Your objective: Retrieve every line from the records in which the word "href" occurs.

══ Information given ══

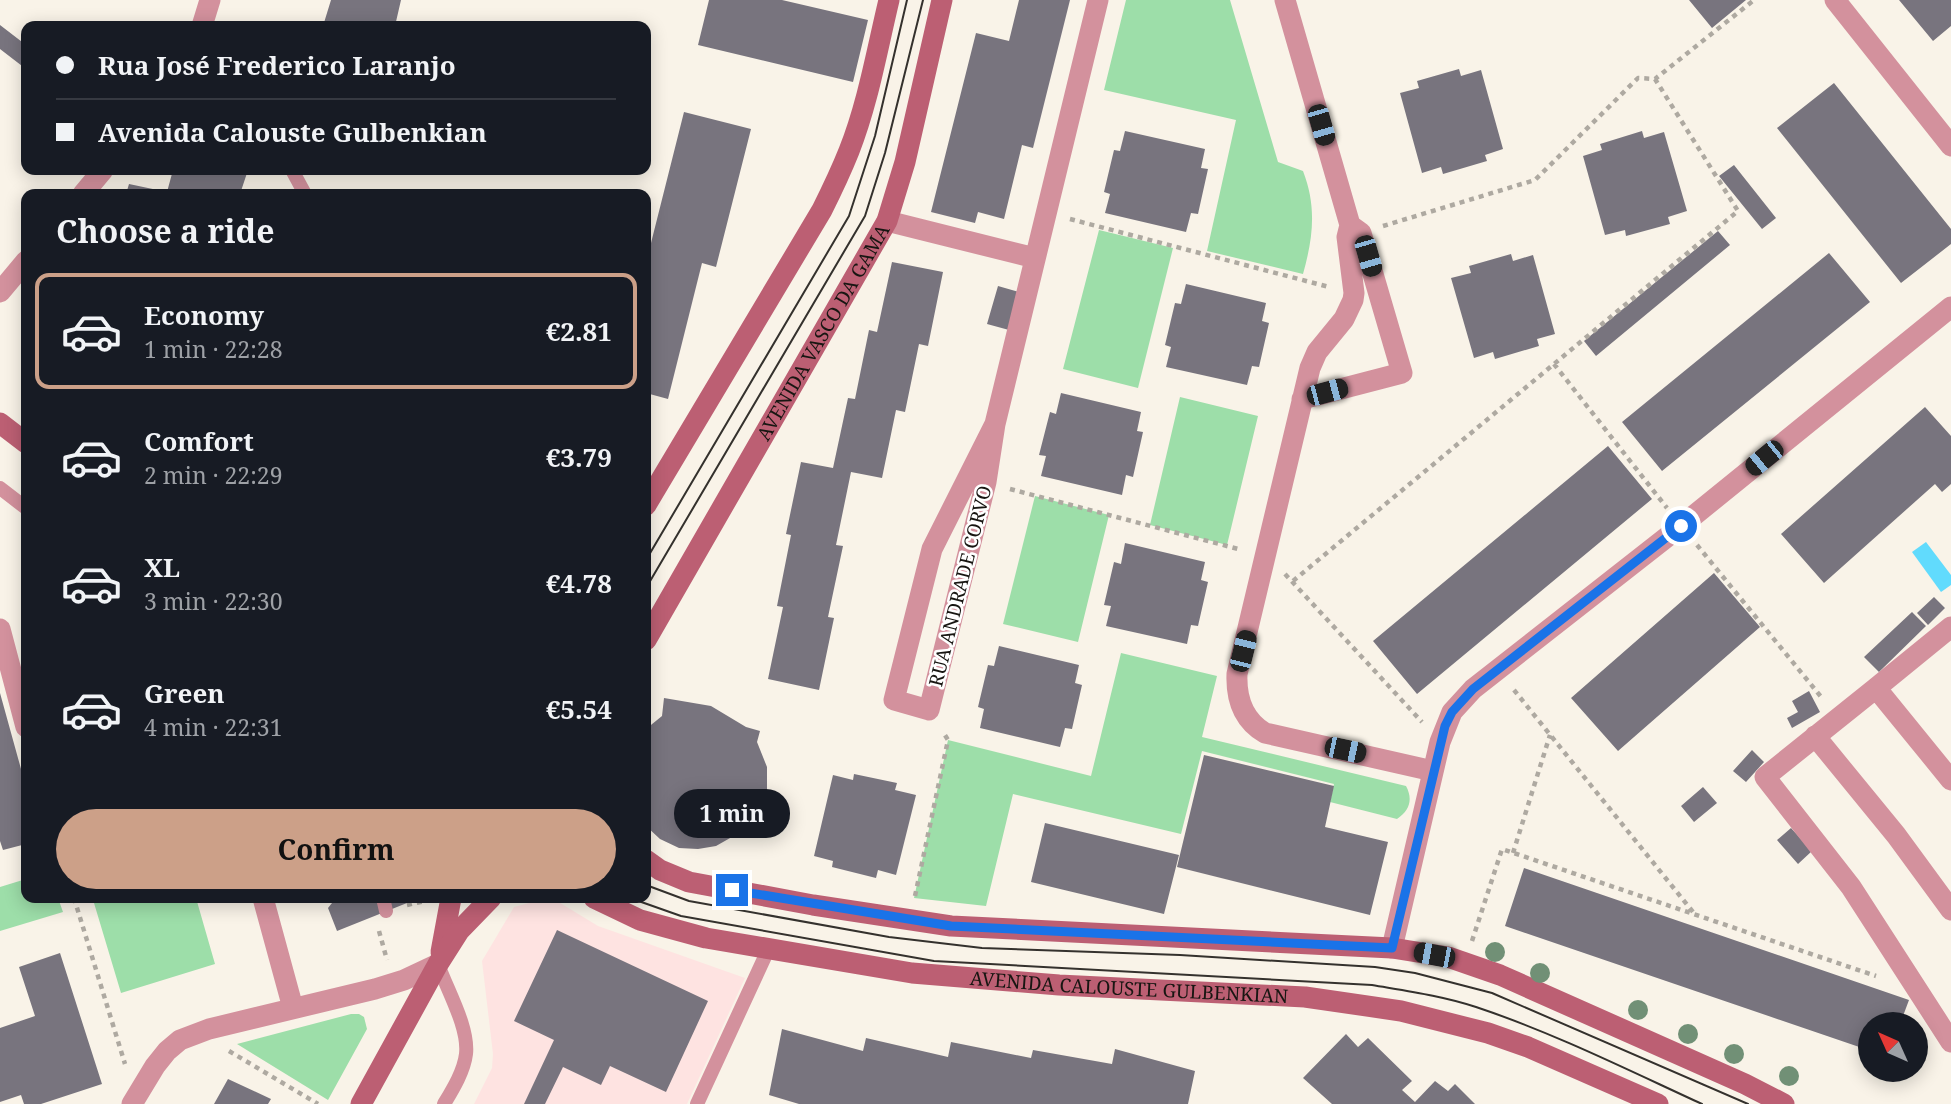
<!DOCTYPE html>
<meta charset="utf-8">
<style>
:root{--surface:#171b24;--page:#20242c;--text:#f1f3f6;--muted:#9ea1a6;--line:#363941;--accent:#cca088}
body{margin:0;font-family:"Noto Serif",serif;background:var(--page);color:var(--text);height:100vh;display:flex;flex-direction:column;font-size:26px;white-space:nowrap}
*{box-sizing:border-box;margin:0}
p{font-size:23px;color:var(--muted)}
.icon{flex:none;width:38px;height:38px;fill:none;stroke:currentColor;stroke-width:2;stroke-linecap:round;stroke-linejoin:round}
.map{position:relative;flex:1;overflow:hidden}
.side{position:absolute;left:21px;top:189px;width:630px;height:714px;display:flex;flex-direction:column;background:var(--surface);border-radius:14px;box-shadow:0 4px 18px #0003}
.side>*{flex:none}
.top-card{position:absolute;left:21px;top:21px;width:630px;height:154px;border-radius:14px;box-shadow:0 4px 18px #0003;display:grid;align-content:center;height:154px;padding:0 35px;background:var(--surface)}
.needle{width:46px;rotate:315deg}
.buttons{position:absolute;left:1858px;top:1012px;display:grid;gap:14px}
.buttons a{display:grid;place-items:center;width:70px;height:70px;border-radius:50%;background:var(--surface);box-shadow:0 4px 18px #0003;font-size:35px}
.end{position:absolute;width:32px;height:32px;margin:-16px;border:9px solid #1a73e8;background:#fff;box-shadow:0 0 0 4px #fff}
.from{border-radius:50%}
.bubble{position:absolute;height:49px;border-radius:24px;background:var(--surface);box-shadow:0 4px 18px #0003;font-size:23px;font-weight:700;line-height:49px;text-align:center}
.car{position:absolute;width:21px;height:42px;margin:-21px -10px;border-radius:9px;box-shadow:0 0 5px 2px #0007;background:linear-gradient(#222 24%,#8ab4d8 0 40%,#222 0 76%,#8ab4d8 0 86%,#222 0)}
.top-card b{display:flex;align-items:center;gap:24px;height:66px;font-size:26px}
.top-card b+b{border-top:2px solid var(--line)}
.top-card i{width:18px;height:18px;background:var(--text)}
ul{padding:0;list-style:none}
li{display:flex;align-items:center;gap:21px;height:116px;margin:0 14px 10px;padding:0 21px;border:4px solid transparent;border-radius:14px}
li div{flex:1}
li b{display:block;font-size:26px}
li em{font-style:normal;font-weight:700}
li.selected{border-color:var(--accent)}
li>.icon{width:63px;height:63px;stroke-width:1.5}
h2{padding:0 35px;font-size:32px;line-height:84px}
.cta{display:flex;gap:14px;margin-top:auto;padding:14px 35px}
.cta a{flex:1;height:80px;border-radius:42px;background:var(--accent);color:#111;font-size:28px;font-weight:700;line-height:80px;text-align:center}
.map>svg:first-child{display:block}
.education{fill:#fee3e1}
.green{fill:#9ddea9}
.water{fill:#61dbfd}
.building{fill:#78747e}
.lines{fill:none;stroke-linecap:round;stroke-linejoin:round}
.path{stroke:#aea9a1;stroke-width:4.5;stroke-dasharray:5 5;stroke-linecap:butt}
.lane{stroke:#d3919d;stroke-width:14}
.street{stroke:#d3919d;stroke-width:21}
.secondary{stroke:#bc5f73;stroke-width:21}
.tram{stroke:#34312d;stroke-width:2}
.tree{fill:#719076}
.route{stroke:#1a73e8;stroke-width:9}
.labels{text-anchor:middle;dominant-baseline:central;stroke-width:5;stroke-linejoin:round;paint-order:stroke}
.street-label{font-size:19px;fill:#181612;stroke:#fff}
</style>
<div class="map">
<svg width="1951" height="1104" viewBox="0 0 1951 1104">
<rect width="100%" height="100%" fill="#f9f3e8"/>
<path class="education" d="M548,898h4l46,28 147,52 -58,126h-213l18,-36 1,-14 -11,-93 32,-54z"/>
<path class="green" d="M1126,0h104l48,162 25,9c14,36 10,67 0,103l-96,-23 29,-131 -132,-30z
M1099,230l74,18 -35,140 -75,-19z
M1180,397l78,19 -31,129 -77,-20z
M1035,496l74,19 -31,127 -75,-18z
M1121,653l96,23 -15,61 204,49c7,13 4,24 -9,33l-67,-17 4,-18 -132,-33 -21,83 -168,-40 -27,112 -72,-8 34,-158 143,36z
M26,879v19h32l5,14 -63,19v-44z
M112,898h84l19,66 -94,29 -27,-90z
M351,1014h8l5,3 3,12 -39,71 -91,-56z"/>
<path class="water" d="M1926,542l25,33v10l-10,7 -29,-40z"/>
<path class="building" d="M331,0h70l-6,26h-72z
M709,0h73l86,20 -15,62 -155,-37z
M1019,0h51l-37,148 -11,-3 -18,74 -26,-7 -3,11 -44,-11 45,-179 33,8z
M1689,0h57l-34,28z
M1899,0h52v26l-18,15z
M0,25l26,20v24l-26,-20z
M1459,69l2,7 20,-6 22,79 -18,6 2,6 -44,13 -2,-7 -19,6 -22,-80 19,-5 -2,-7z
M1834,83l117,146v15l-50,39 -124,-155z
M684,112l67,17 -35,138 -14,-4 -34,136 -22,-6v-147l4,1z
M1125,131l80,18 -4,19 7,1 -10,45 -7,-1 -5,19 -81,-19 5,-19 -6,-2 10,-42 6,1z
M1642,131l2,7 20,-6 23,79 -19,6 2,7 -44,12 -1,-6 -20,5 -22,-79 19,-6 -2,-6z
M1734,165l42,53 -14,11 -43,-53z
M173,170h75l-8,24h-114l3,-10 38,8z
M1718,231l12,14 -134,111 -12,-15z
M1829,253l41,49 -208,169 -40,-49z
M1511,254l2,7 20,-6 22,79 -18,5 2,7 -44,13 -2,-7 -19,6 -23,-80 20,-5 -2,-7z
M892,262l51,10 -15,74 -9,-2 -14,68 -9,-2 -14,68 -31,-6 -15,73 7,1 -15,71 6,1 -15,72 -51,-11 15,-72 -6,-1 14,-71 -5,-1 15,-72 32,6 15,-70 7,1 14,-69 8,2z
M1186,284l80,19 -4,18 7,2 -10,44 -7,-1 -5,19 -81,-18 5,-20 -6,-2 10,-42 6,1z
M998,286l21,6 -10,38 -22,-6z
M1061,393l80,19 -4,19 6,1 -10,45 -7,-2 -4,20 -81,-19 5,-20 -7,-1 11,-43 6,2z
M1925,407l26,29v48l-9,8 -7,-8 -111,99 -43,-49z
M1608,446l44,53 -235,195 -44,-53z
M1125,543l80,19 -4,18 7,2 -10,44 -7,-1 -4,19 -81,-18 5,-20 -7,-1 10,-43 7,2z
M1714,573l46,54 -142,124 -47,-53z
M1934,597l11,11 -17,17 -11,-12z
M1912,612l14,14 -47,46 -15,-15z
M999,646l80,19 -4,18 7,2 -10,44 -7,-1 -5,19 -80,-19 4,-19 -6,-2 10,-42 6,1z
M1809,691l11,21 -28,16 -5,-10 11,-6 -6,-11z
M0,693l26,94v57l-23,6 -3,-9z
M664,698l47,8 35,21 14,4 -3,11 10,25v23l-12,42 -9,-3 -30,17 -18,3 -19,-1 -19,-9 -14,-13v-97l16,-13z
M1752,750l12,12 -18,20 -13,-11z
M1204,755l130,31 -9,41 63,15 -18,73 -193,-48z
M854,774l43,9 -2,7 21,5 -20,80 -18,-5 -2,8 -44,-11 1,-6 -19,-5 19,-81 20,5z
M1703,787l14,16 -23,19 -13,-16z
M1045,823l134,32 -15,59 -133,-32z
M1791,828l21,23 -14,13 -21,-24z
M1524,868l385,132 -9,24h-29v27l-366,-125z
M336,898h69l2,5 -70,28 -9,-23z
M557,930l151,71 -42,91 -56,-26 -9,19 -38,-18 -18,37h-21l30,-64 -40,-19z
M60,953l42,131 -61,20h-17l-3,-9 -21,7v-74l35,-12 -16,-49z
M782,1029l81,22 3,-13 82,19 3,-15 80,16 2,-8 79,14 3,-15 80,22 -7,33h-389l-30,-9z
M1346,1034l12,13 10,-9 44,43 -10,9 13,12 20,-21 13,10 7,-7 20,20h-143l-29,-26z
M228,1079l43,20 -3,5h-54z"/>
<g class="lines">
<path class="path" d="M1070,219l259,68
M1383,226l152,-46 103,-102 17,1 99,-79
M1554,364l113,144
M1010,489l232,61
M1697,545l125,153
M1285,574l137,148
M1293,581l445,-370 -83,-132
M1514,690l179,222
M1513,853l37,-118
M915,896l33,-156 -5,-8
M74,898l51,166
M407,905l18,-4
M379,931l8,29
M1472,941l30,-92 374,127
M229,1051l89,53"/>
<path class="lane" d="M292,170l13,24
M0,488l26,20
M383,898l3,13
M438,964c9,26 31,63 28,90 -2,17 -13,35 -22,50
M697,1104l71,-154"/>
<path class="street" d="M1285,0l65,225 -3,12 7,56 -1,7 -9,19 -27,33 -7,16 -73,306c-1,25 6,46 28,59l168,38
M1835,0l116,146
M202,26l8,-26
M83,194l20,-24
M887,221l148,37
M0,292l26,-31
M1302,399l100,-26 -41,-140 -11,-8
M995,424l-9,58 -57,228 -35,-10 38,-151z
M995,424l103,-424
M1951,627l-75,61 75,92
M0,629l26,98
M1876,688l-111,89 86,110 100,155
M1815,736l81,99 55,75
M263,898l30,110
M1392,948l48,-206 12,-30 21,-23 208,-163 270,-219
M132,1104l23,-38 12,-15 13,-11 29,-11 166,-40 29,-9 34,-16"/>
<g class="secondary">
<path d="M0,423l26,20"/>
<path d="M646,505l176,-295c10,-20 19,-39 27,-59 19,-48 28,-101 40,-151"/>
<path id="s1" d="M646,640l241,-419 18,-59 37,-162"/>
<path d="M646,860l14,10 29,12 124,23 138,21 441,22 56,9 52,18 245,109 39,20"/>
<path id="s2" d="M594,898l46,22 66,18 206,35 147,12 246,12 96,14 87,22 40,14 130,57"/>
<path d="M441,952l10,-54"/>
<path d="M361,1104l77,-140 21,-33 32,-33"/>
</g>
<path class="tram" d="M646,560l203,-344 26,-80 32,-136
M646,588l219,-372 20,-63 38,-153
M646,885l43,16 200,36 93,11 198,7 195,12 40,6 77,20 256,111
M630,898l51,18 253,45 438,24c35,6 71,11 104,22 78,26 152,63 226,97"/>
</g>
<g class="tree">
<circle cx="1495" cy="952" r="10"/>
<circle cx="1540" cy="973" r="10"/>
<circle cx="1638" cy="1010" r="10"/>
<circle cx="1688" cy="1034" r="10"/>
<circle cx="1734" cy="1054" r="10"/>
<circle cx="1789" cy="1076" r="10"/>
</g>
<g class="lines">
<path class="route" d="M732,890l219,36 441,22 53,-222 7,-14 21,-23 208,-163"/>
</g>
<g class="labels">
<g class="street-label">
<text stroke="none"><textPath href="#s1" startOffset="355">AVENIDA VASCO DA GAMA</textPath></text>
<text transform="translate(960 586) rotate(-76)">RUA ANDRADE CORVO</text>
<text stroke="none"><textPath href="#s2" startOffset="546">AVENIDA CALOUSTE GULBENKIAN</textPath></text>
</g>
</g>
</svg>
<div class="buttons">
<a><svg class="needle" viewBox="-14 -14 28 28"><path d="M0-13l5 13h-10z" fill="#e53935"/><path d="M0 13l5-13h-10z" fill="#9ea1a6"/></svg></a>
</div>
<i class="end from" style="left:1681px;top:526px"></i>
<i class="end" style="left:732px;top:890px"></i>
<div class="bubble" style="left:674px;top:789px;width:116px">1 min</div>
<i class="car" style="left:1321px;top:125px;rotate:164deg"></i>
<i class="car" style="left:1368px;top:256px;rotate:164deg"></i>
<i class="car" style="left:1327px;top:392px;rotate:75deg"></i>
<i class="car" style="left:1764px;top:458px;rotate:231deg"></i>
<i class="car" style="left:1243px;top:651px;rotate:14deg"></i>
<i class="car" style="left:1345px;top:750px;rotate:102deg"></i>
<i class="car" style="left:1434px;top:955px;rotate:281deg"></i>
<div class="top-card">
<b><i class="from"></i>Rua José Frederico Laranjo</b>
<b><i></i>Avenida Calouste Gulbenkian</b>
</div>
<section class="side">
<h2>Choose a ride</h2>
<ul>
<li class="selected"><svg class="icon" aria-label="car" viewBox="0 0 24 24"><path d="M5 17H2v-5l4-1 3-4h7l3 4 3 1v5h-3M9 17h6M6 11h13"/><circle cx="7" cy="17" r="2"/><circle cx="17" cy="17" r="2"/></svg><div><b>Economy</b><p>1 min · 22:28</p></div><em>€2.81</em></li>
<li><svg class="icon" aria-label="car" viewBox="0 0 24 24"><path d="M5 17H2v-5l4-1 3-4h7l3 4 3 1v5h-3M9 17h6M6 11h13"/><circle cx="7" cy="17" r="2"/><circle cx="17" cy="17" r="2"/></svg><div><b>Comfort</b><p>2 min · 22:29</p></div><em>€3.79</em></li>
<li><svg class="icon" aria-label="car" viewBox="0 0 24 24"><path d="M5 17H2v-5l4-1 3-4h7l3 4 3 1v5h-3M9 17h6M6 11h13"/><circle cx="7" cy="17" r="2"/><circle cx="17" cy="17" r="2"/></svg><div><b>XL</b><p>3 min · 22:30</p></div><em>€4.78</em></li>
<li><svg class="icon" aria-label="car" viewBox="0 0 24 24"><path d="M5 17H2v-5l4-1 3-4h7l3 4 3 1v5h-3M9 17h6M6 11h13"/><circle cx="7" cy="17" r="2"/><circle cx="17" cy="17" r="2"/></svg><div><b>Green</b><p>4 min · 22:31</p></div><em>€5.54</em></li>
</ul>
<div class="cta"><a>Confirm</a></div>
</section>
</div>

═══

The completed task:
<text stroke="none"><textPath href="#s1" startOffset="355">AVENIDA VASCO DA GAMA</textPath></text>
<text stroke="none"><textPath href="#s2" startOffset="546">AVENIDA CALOUSTE GULBENKIAN</textPath></text>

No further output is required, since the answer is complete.